Data shown:
━━━
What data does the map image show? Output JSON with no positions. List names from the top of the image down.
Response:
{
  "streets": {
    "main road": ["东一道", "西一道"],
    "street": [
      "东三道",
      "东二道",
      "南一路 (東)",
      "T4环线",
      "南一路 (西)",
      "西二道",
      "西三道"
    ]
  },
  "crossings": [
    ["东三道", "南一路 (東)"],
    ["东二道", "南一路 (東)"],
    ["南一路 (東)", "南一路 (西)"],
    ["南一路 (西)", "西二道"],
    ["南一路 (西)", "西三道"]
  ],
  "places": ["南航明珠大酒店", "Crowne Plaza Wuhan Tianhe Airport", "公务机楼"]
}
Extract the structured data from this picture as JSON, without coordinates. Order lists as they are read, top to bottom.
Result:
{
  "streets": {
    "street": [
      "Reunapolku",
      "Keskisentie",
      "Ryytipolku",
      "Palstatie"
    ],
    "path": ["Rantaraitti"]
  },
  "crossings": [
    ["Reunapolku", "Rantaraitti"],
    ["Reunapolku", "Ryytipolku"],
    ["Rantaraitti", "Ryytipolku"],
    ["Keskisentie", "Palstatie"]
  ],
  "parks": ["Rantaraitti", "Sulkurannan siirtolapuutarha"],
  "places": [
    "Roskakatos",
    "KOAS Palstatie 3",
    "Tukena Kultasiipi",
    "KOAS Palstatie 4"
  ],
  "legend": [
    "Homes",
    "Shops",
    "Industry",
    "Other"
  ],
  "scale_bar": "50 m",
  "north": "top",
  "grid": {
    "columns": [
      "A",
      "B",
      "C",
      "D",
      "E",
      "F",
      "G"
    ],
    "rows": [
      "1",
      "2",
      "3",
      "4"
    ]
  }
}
━━━
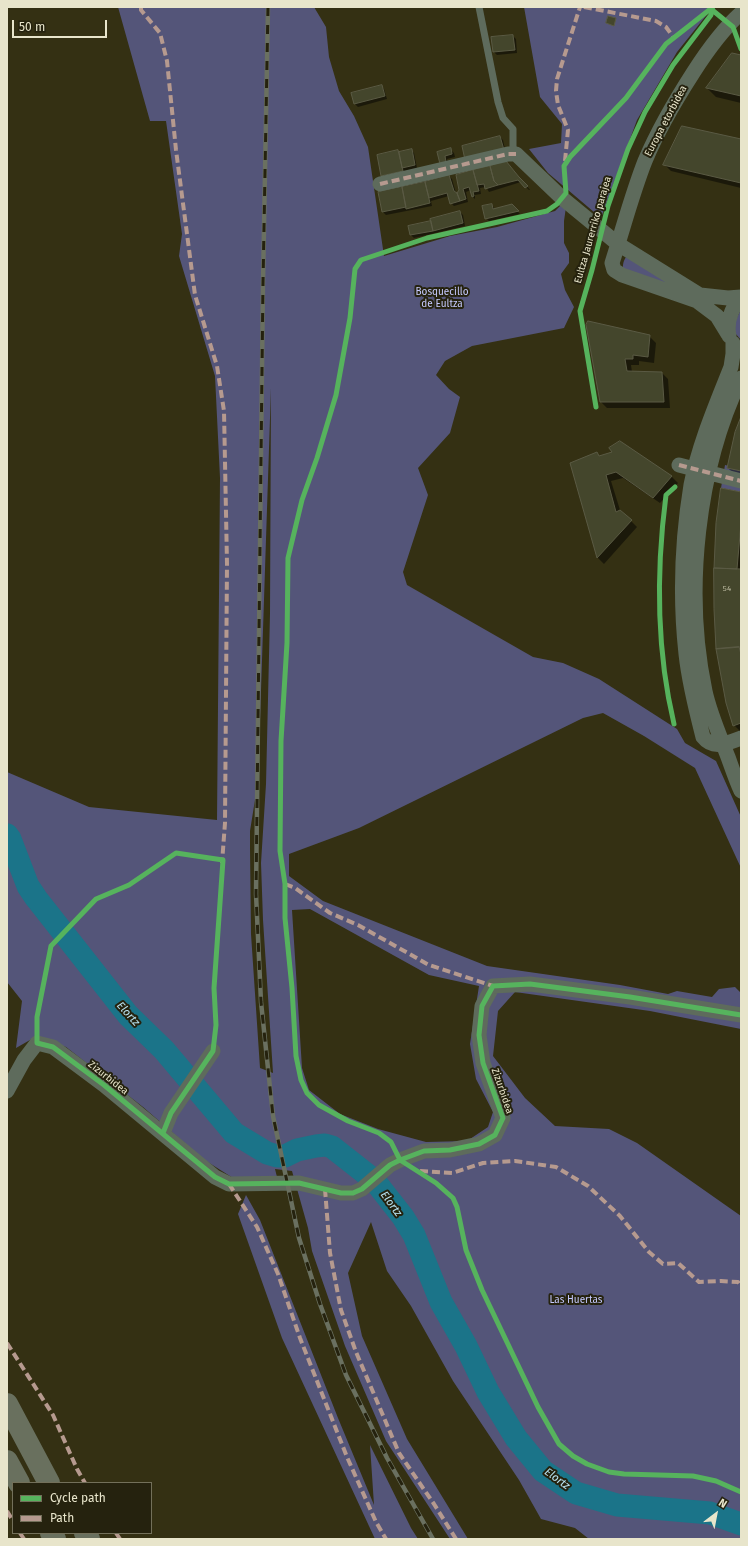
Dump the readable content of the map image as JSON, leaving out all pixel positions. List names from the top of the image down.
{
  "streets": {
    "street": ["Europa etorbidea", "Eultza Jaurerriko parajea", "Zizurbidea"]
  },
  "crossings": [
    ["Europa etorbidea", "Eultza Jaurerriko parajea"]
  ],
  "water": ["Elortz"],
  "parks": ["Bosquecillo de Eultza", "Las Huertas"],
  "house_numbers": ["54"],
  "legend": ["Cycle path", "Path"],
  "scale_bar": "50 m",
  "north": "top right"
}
━━━
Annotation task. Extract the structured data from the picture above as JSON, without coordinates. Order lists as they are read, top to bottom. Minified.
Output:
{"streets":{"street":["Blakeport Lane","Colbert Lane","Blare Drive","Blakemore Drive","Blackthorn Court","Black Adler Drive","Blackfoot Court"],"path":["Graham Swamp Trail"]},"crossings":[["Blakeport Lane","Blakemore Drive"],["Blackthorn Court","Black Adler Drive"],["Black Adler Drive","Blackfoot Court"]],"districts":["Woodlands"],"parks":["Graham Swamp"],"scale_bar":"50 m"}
━━━
Task item: Among the records above, only the lines between the line holding "What data does" and the line holding "Extract the structured data from this", inclusive, are to be output, exactly as written.

Completed task:
What data does the map image show? Output JSON with no positions. List names from the top of the image down.
Response:
{
  "streets": {
    "main road": ["东一道", "西一道"],
    "street": [
      "东三道",
      "东二道",
      "南一路 (東)",
      "T4环线",
      "南一路 (西)",
      "西二道",
      "西三道"
    ]
  },
  "crossings": [
    ["东三道", "南一路 (東)"],
    ["东二道", "南一路 (東)"],
    ["南一路 (東)", "南一路 (西)"],
    ["南一路 (西)", "西二道"],
    ["南一路 (西)", "西三道"]
  ],
  "places": ["南航明珠大酒店", "Crowne Plaza Wuhan Tianhe Airport", "公务机楼"]
}
Extract the structured data from this picture as JSON, without coordinates. Order lists as they are read, top to bottom.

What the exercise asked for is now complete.